Questions from Melony Hill’s Writing for My Sanity Therapeutic Writing Workshop (@STMSBmore), held online.
• What is the one thing that people always misunderstand about you. What is reality?
I really find that depending on where people come into contact with me, they’ll misunderstand different things about me.
If they know me from Twitter, they’ll know me as this militant white guy who cares about dismantling white power structures, Black and Brown movements, criticizing capitalism, fighting homophobia and transphobia, feminism, and resisting fascism.
If they know me from Instagram, they’ll know me as a rather quiet artist and photographer who stands back, observes, and creates.
If they know me from protesting, I find that they don’t see as a creative or a romantic or a sexual person.

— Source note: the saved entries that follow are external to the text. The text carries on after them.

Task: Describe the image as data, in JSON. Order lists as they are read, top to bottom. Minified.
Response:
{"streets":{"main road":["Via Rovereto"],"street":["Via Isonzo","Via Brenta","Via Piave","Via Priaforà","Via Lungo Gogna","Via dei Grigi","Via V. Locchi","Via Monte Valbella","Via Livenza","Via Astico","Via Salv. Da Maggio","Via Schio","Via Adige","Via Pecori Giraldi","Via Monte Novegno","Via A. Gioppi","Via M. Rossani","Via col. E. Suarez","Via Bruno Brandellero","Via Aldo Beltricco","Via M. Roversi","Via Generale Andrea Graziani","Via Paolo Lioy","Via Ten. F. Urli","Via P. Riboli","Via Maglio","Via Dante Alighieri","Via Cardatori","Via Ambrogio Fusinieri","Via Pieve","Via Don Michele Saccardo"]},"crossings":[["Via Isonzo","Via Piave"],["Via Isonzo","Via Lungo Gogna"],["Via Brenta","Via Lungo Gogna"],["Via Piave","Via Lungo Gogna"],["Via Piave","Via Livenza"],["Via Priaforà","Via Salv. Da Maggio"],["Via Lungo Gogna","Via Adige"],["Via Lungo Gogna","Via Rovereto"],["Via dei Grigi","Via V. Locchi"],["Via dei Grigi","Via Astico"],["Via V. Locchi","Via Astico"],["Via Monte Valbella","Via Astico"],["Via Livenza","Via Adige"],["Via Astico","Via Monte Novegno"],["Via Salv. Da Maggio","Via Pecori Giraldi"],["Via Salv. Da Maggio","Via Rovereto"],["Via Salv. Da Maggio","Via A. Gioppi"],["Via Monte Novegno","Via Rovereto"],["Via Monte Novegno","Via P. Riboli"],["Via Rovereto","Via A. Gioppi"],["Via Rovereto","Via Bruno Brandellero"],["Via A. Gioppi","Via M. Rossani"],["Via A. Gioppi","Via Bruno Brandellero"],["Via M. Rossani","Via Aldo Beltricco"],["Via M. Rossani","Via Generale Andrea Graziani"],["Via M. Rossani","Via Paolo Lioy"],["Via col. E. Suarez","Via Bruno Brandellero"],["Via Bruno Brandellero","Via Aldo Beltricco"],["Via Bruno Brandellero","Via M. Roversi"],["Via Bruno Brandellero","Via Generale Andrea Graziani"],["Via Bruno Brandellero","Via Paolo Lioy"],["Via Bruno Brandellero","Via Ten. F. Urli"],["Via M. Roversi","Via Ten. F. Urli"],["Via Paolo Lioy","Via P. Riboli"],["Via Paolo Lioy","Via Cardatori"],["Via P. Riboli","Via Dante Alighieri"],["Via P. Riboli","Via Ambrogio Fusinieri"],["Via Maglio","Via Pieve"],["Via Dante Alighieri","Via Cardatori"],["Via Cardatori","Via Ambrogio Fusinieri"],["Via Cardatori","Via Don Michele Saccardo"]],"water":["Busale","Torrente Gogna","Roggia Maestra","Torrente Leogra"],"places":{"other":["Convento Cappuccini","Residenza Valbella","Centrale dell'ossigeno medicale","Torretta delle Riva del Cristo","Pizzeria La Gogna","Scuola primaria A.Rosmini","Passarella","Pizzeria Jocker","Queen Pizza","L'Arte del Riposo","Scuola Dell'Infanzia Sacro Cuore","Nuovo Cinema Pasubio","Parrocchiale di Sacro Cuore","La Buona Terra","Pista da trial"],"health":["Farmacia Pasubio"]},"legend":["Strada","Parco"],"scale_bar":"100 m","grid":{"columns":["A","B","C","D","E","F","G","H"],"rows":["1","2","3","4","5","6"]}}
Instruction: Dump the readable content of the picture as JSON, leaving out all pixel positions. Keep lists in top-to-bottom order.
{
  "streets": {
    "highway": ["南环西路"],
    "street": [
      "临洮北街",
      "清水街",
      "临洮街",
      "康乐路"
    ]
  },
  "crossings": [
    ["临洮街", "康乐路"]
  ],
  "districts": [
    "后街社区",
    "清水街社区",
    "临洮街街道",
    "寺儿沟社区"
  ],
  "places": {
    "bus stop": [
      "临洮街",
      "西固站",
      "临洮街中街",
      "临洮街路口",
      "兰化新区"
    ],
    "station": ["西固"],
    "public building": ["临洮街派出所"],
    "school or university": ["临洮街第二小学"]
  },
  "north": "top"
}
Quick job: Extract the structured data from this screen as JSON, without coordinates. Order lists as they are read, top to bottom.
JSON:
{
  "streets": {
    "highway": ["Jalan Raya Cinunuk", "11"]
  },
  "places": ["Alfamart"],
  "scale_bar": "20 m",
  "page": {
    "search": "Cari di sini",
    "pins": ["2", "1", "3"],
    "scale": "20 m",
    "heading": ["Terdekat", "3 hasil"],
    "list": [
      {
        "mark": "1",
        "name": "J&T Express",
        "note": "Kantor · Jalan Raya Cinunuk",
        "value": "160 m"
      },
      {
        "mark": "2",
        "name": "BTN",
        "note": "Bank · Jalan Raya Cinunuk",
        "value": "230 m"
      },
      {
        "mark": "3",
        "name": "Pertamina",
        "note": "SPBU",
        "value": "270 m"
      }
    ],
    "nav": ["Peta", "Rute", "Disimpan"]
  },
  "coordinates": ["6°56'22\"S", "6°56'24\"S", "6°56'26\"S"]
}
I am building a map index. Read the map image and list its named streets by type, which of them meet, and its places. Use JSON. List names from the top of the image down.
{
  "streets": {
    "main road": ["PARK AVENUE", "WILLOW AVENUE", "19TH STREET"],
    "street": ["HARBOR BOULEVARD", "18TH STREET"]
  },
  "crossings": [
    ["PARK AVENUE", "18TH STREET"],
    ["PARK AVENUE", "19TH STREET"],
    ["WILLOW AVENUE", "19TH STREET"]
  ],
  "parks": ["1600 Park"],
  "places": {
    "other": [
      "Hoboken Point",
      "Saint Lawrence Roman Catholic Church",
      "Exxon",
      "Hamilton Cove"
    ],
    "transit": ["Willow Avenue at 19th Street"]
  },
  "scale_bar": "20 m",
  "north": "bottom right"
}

If they know me from designing with Zerflin, they don’t see my artwork.
But I find that with the Stronger Than My Struggles group, things are a lot more balanced. I find that my very closest friends are the ones who take the time to learn the different things about me and appreciate and put them all together.
I think that all this stemmed from when I was just on Facebook and Twitter. My Facebook was full of my family, the people from my community, and my former church. My politics had definitely shifted while I was in college, my faith grew deeper when I joined my new church, and my outlook on relationships and love expanded during and after my divorce. Twitter felt like more of a blank slate where I could be the person I was becoming.
My platform grew unexpectedly as I got more involved in the #FreddieGray and #BlackLivesMatter protests, and I felt this obligation to use the space to uplift other people and the people around me who didn’t get as much attention, but also to talk in a certain way. To perpetually be “on” about all these major protest issues. These protest issues and things we must fight against ARE important, but I’m also a whole person. I purposefully also make sure that I’m talking about other things that matter to me, from art, to writing, to design, to relationships, to religion.
The other part of it is that in previous relationships and friendships, I have been told that I was “too much”. And so I would diminish certain parts of myself just to be palatable. I’ve made significant gains on that, and it’s still a process.
I am working on being all of me, everywhere.
• Are you holding onto something that you need to let go of before the new year? What can you do to help yourself let go?
I’m not letting go of anything! I really feel like 2020 took so much from me, that I had to create and imagine things for myself to replace what was taken.
For example, 2020 was supposed to be the year that I began exploring the Caribbean. But the pandemic had other ideas.
At first I was really depressed about not being able to do all the things I planned, but then I shifted. I made it my mission to explore as many beaches in Maryland as I could, and built in meditation and workout routines that worked for me.
I’m not letting go of those things, they were really good for me.
• What’s the most important thing you have to get done or focus on in January?
Peace.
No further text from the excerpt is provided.